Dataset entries
——————
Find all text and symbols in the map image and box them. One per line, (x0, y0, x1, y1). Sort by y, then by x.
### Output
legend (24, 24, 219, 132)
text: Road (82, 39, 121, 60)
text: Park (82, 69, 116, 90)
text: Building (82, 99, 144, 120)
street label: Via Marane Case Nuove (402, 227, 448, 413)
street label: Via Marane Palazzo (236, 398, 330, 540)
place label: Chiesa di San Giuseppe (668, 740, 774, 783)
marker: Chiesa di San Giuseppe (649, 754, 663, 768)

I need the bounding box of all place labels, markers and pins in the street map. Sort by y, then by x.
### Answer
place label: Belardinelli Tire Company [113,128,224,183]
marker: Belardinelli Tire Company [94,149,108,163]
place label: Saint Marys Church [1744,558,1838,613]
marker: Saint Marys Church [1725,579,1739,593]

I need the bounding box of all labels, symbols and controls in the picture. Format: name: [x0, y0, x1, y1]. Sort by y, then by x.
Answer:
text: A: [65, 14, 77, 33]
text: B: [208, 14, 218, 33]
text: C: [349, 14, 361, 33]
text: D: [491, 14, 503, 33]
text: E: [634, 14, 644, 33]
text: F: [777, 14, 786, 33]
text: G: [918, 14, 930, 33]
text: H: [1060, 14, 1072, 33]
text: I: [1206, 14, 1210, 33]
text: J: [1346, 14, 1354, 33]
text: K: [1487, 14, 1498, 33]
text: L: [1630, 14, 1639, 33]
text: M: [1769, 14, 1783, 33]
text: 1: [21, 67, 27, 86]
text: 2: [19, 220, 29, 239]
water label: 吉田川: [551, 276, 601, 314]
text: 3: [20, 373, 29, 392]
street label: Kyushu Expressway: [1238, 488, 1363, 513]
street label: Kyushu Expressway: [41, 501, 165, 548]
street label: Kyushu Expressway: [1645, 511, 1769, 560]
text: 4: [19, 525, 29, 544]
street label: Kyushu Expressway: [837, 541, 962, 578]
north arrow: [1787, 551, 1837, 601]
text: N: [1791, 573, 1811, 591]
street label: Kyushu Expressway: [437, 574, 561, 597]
——————
- What you have to do -
Show every line above where "symbols" is found.

- Result for this exercise -
Find all text and symbols in the map image and box them. One per line, (x0, y0, x1, y1). Sort by y, then by x.
I need the bounding box of all labels, symbols and controls in the picture. Format: name: [x0, y0, x1, y1]. Sort by y, then by x.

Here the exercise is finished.